FINDINGS: Sagittal T1 and T2 and axial
T1 and T2 weighted images were obtained on the Open MRI. The axial images were obtained in a block
fashion as previously requested. The
vertebral bodies are in relatively good alignment. The patient is slightly rotated. There is disc space loss at L5-S1. There is desiccation of the disc especially
at L3-L4 and L4-L5, but no significant disc space loss. The conus shows no gross abnormality. There is question of the possibility of
stenosis in the lower thoracic spine at the T11-T12 level slightly, but it is
not optimally seen and if there is any further clinical concern, would
recommend dedicated evaluation of the thoracic spine if necessary. This is only seen at the top edge of
the sagittal images. The examination is
slightly limited given the patient’s body habitus.
At the level of
T12-L1, there is no significant disc herniation, central canal stenosis, or neuroforaminal
narrowing.
At the level of
L1-L2, there is no significant disc herniation, central canal stenosis, or
neuroforaminal narrowing.
At the level of
L2-L3, there are mild degenerative changes of the facet joints and ligamentum
flavum hypertrophy. There is no
significant disc herniation. These
changes are causing indentation on the anterior thecal sac and mild central
canal stenosis. There is no significant
neuroforaminal narrowing.
At the level of
L3-L4, there are slight degenerative changes of the facet joints and ligamentum
flavum hypertrophy. There is slight
indentation on the anterior thecal sac.
These changes overall are causing mild central canal stenosis. There is somewhat congenitally small
canal. There is no significant
neuroforaminal narrowing.
At the level of L4-L5, there are degenerative changes of the facet joints. There is diffuse disc bulge. There is slight ligamentum flavum hypertrophy. These changes overall are causing moderate central canal stenosis and indentation on the exiting nerve roots bilaterally slightly, but no significant impingement. There is minimal offset secondary to degenerative changes of the facet joints at this level.
At the L5-S1
level, there is disc space loss. There
are degenerative changes of the facet joints.

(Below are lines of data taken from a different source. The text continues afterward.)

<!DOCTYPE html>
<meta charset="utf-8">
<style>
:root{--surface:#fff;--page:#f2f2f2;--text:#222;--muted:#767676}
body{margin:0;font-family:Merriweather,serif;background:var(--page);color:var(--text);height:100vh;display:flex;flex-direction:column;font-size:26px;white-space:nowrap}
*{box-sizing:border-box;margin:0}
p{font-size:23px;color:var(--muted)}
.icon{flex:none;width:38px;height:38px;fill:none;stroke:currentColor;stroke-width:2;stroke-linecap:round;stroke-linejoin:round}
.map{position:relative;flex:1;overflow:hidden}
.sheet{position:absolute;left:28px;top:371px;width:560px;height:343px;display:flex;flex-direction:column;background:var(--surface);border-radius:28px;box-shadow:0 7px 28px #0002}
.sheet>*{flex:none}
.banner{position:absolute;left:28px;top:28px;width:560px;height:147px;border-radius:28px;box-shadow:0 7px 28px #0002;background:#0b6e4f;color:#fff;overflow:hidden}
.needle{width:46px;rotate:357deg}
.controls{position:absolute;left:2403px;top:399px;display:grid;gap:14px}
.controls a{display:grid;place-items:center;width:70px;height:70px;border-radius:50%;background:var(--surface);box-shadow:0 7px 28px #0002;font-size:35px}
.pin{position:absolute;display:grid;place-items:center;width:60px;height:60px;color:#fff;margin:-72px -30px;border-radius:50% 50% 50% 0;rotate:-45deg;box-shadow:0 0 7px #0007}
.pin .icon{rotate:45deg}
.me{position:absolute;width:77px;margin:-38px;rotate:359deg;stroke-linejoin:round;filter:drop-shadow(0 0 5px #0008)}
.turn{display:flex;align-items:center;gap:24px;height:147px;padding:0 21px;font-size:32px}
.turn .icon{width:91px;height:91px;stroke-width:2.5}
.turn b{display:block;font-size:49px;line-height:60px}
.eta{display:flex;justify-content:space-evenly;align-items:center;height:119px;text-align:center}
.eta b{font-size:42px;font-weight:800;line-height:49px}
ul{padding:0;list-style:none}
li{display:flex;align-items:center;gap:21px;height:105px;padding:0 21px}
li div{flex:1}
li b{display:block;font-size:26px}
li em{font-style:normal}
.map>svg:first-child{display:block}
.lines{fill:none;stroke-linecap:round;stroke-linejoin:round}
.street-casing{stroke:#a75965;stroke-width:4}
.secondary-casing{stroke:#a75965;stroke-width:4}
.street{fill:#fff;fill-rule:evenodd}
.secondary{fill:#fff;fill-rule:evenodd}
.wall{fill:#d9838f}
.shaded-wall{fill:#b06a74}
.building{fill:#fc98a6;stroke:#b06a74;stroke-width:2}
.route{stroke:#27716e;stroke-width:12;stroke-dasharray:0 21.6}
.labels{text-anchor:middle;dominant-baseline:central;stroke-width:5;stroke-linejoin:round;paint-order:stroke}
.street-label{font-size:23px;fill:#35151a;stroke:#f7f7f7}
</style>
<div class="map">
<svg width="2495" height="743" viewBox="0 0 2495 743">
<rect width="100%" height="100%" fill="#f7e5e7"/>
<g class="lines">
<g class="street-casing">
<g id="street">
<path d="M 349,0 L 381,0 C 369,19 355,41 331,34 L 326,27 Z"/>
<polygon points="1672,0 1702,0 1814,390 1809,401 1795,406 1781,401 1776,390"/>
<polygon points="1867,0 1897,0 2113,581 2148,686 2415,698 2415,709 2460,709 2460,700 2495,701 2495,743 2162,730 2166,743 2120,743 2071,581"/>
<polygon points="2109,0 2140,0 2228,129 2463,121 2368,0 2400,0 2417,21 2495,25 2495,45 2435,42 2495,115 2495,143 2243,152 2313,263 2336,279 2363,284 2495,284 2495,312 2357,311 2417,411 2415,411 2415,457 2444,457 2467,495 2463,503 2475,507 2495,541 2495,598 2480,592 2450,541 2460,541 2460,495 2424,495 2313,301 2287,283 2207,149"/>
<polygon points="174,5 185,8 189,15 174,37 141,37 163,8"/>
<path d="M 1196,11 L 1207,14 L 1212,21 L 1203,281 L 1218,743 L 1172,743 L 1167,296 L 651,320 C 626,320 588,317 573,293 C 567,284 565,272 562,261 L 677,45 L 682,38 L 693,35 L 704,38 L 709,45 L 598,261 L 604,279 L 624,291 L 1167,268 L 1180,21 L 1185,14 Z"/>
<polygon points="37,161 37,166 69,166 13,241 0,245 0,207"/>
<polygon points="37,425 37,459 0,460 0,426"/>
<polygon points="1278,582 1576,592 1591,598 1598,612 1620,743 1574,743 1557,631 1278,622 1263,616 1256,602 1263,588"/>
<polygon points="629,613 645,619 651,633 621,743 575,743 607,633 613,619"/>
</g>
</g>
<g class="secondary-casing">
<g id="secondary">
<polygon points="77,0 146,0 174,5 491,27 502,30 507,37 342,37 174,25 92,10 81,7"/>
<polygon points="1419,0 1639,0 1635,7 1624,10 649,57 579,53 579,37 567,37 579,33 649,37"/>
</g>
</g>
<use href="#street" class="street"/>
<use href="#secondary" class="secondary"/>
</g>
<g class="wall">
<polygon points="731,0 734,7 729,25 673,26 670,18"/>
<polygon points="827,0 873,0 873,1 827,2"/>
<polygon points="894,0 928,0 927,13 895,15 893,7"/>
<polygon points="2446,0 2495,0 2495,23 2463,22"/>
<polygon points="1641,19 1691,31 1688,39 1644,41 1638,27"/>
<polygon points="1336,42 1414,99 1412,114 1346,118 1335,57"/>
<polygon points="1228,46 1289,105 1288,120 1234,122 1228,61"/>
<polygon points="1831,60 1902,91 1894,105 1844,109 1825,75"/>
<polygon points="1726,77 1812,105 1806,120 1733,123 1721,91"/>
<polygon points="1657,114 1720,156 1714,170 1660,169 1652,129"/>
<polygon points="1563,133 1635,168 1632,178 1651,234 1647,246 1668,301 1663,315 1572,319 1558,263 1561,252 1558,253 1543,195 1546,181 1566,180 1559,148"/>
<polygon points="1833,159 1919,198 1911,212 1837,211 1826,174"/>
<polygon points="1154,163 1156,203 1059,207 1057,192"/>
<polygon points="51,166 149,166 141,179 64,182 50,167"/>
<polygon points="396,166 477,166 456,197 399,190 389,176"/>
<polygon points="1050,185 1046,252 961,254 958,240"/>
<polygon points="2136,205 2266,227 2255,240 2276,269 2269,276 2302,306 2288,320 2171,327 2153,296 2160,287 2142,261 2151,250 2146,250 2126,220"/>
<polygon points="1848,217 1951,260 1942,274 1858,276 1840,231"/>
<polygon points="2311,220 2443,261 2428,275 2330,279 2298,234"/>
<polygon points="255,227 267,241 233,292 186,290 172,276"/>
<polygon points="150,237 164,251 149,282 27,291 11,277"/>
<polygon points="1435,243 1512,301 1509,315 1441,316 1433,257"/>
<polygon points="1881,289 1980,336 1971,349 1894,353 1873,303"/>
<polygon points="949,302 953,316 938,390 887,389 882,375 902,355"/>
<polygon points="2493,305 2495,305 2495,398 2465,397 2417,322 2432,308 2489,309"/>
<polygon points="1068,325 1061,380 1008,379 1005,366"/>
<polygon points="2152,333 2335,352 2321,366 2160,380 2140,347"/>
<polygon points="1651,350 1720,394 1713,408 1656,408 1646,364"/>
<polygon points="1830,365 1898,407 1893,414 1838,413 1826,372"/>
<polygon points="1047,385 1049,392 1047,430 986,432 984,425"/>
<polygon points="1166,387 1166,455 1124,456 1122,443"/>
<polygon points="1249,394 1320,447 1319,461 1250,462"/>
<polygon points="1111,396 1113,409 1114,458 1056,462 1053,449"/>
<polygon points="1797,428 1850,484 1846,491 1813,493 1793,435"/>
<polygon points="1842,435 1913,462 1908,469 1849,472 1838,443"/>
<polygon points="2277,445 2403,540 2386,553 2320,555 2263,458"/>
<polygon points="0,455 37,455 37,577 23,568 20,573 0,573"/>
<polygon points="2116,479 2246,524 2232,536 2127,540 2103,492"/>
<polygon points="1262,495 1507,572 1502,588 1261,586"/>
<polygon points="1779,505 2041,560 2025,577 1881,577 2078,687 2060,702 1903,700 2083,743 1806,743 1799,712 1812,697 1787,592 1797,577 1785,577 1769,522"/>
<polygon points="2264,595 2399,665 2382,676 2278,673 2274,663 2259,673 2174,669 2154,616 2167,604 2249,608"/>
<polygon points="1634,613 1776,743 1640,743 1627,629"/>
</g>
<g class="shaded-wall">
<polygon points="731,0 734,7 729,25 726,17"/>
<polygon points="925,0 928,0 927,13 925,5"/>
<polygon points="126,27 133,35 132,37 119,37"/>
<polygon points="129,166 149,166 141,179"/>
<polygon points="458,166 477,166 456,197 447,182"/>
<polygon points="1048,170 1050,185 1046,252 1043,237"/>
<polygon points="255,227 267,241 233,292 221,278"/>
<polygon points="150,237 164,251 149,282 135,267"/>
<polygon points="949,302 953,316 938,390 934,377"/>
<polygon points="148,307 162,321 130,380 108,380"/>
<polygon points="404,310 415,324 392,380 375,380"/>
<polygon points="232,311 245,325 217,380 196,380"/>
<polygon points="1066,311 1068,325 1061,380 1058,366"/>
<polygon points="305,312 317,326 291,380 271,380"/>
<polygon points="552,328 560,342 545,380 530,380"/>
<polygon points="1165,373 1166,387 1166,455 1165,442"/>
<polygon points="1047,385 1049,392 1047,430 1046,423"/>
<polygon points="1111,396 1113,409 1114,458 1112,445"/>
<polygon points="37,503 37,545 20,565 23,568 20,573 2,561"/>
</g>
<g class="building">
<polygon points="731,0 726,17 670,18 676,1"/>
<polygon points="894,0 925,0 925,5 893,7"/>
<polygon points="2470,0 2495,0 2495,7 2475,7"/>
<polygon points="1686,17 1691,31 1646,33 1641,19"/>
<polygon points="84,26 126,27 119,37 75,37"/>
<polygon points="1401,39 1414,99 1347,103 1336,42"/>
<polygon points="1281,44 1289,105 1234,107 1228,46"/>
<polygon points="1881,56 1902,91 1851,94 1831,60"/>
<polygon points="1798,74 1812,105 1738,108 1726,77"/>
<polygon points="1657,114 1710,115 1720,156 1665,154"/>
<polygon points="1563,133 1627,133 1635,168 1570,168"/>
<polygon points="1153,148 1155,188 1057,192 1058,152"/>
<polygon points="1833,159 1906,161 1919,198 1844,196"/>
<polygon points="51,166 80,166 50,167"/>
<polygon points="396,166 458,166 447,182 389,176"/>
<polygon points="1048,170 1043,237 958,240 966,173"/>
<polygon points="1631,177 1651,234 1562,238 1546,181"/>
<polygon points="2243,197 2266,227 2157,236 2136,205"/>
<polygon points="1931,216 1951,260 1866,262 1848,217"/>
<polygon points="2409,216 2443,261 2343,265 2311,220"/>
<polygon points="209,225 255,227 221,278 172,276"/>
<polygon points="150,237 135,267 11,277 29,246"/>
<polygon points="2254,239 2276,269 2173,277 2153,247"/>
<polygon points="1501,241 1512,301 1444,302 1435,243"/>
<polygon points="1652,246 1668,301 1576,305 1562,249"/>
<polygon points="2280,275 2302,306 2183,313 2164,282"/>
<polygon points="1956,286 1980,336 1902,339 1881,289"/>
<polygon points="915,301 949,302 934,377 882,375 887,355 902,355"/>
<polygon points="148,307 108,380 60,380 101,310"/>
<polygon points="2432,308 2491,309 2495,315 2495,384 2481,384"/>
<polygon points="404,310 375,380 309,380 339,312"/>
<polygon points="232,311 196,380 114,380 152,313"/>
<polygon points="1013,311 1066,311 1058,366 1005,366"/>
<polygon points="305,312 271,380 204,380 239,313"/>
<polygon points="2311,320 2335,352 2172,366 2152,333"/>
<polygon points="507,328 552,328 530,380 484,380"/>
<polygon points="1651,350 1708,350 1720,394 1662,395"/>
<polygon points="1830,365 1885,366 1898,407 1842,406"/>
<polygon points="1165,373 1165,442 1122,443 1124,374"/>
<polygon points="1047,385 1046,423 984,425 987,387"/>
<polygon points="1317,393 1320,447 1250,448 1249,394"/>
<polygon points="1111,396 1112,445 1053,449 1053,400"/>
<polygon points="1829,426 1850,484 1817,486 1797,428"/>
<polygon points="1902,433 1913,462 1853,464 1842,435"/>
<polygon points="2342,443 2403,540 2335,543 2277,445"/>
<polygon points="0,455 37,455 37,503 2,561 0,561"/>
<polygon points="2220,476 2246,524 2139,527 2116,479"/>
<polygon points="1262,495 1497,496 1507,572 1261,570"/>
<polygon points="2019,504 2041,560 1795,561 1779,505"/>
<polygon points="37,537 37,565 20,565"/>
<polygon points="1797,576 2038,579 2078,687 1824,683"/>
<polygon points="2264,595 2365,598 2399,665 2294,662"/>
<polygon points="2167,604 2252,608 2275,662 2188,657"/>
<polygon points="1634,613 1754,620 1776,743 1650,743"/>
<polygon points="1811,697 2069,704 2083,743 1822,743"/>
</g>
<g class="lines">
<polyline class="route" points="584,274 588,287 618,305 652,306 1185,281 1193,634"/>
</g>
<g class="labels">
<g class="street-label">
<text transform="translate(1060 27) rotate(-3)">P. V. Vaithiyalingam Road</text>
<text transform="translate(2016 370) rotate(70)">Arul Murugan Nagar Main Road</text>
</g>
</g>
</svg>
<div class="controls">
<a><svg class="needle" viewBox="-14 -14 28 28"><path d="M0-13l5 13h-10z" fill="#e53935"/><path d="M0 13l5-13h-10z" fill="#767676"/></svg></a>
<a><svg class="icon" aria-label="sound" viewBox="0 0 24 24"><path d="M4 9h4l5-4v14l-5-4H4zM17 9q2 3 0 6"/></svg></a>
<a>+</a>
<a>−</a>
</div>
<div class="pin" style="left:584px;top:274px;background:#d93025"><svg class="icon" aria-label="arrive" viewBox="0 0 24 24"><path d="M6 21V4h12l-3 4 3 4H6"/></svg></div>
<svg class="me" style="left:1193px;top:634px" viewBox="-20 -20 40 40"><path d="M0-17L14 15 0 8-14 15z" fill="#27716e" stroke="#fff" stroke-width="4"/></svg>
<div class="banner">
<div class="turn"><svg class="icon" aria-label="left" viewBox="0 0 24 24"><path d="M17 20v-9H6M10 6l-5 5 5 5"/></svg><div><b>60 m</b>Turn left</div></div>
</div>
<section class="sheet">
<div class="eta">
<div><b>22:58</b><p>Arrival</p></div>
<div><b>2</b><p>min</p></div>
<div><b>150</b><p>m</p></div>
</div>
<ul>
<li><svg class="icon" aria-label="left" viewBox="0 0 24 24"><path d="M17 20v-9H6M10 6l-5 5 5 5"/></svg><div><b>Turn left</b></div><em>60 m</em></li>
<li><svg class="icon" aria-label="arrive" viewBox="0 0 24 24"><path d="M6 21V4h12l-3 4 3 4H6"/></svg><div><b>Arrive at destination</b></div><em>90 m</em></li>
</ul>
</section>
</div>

There is indentation on the anterior thecal sac. There does not appear to be significant
central canal stenosis, but there is indentation on the nerve roots within the
thecal sac. There is also indentation on
the exiting nerve roots bilaterally secondary to degenerative changes
predominantly, but no significant impingement in the neuroforaminal
regions. If there is any further
concern, would recommend further evaluation as clinically necessary.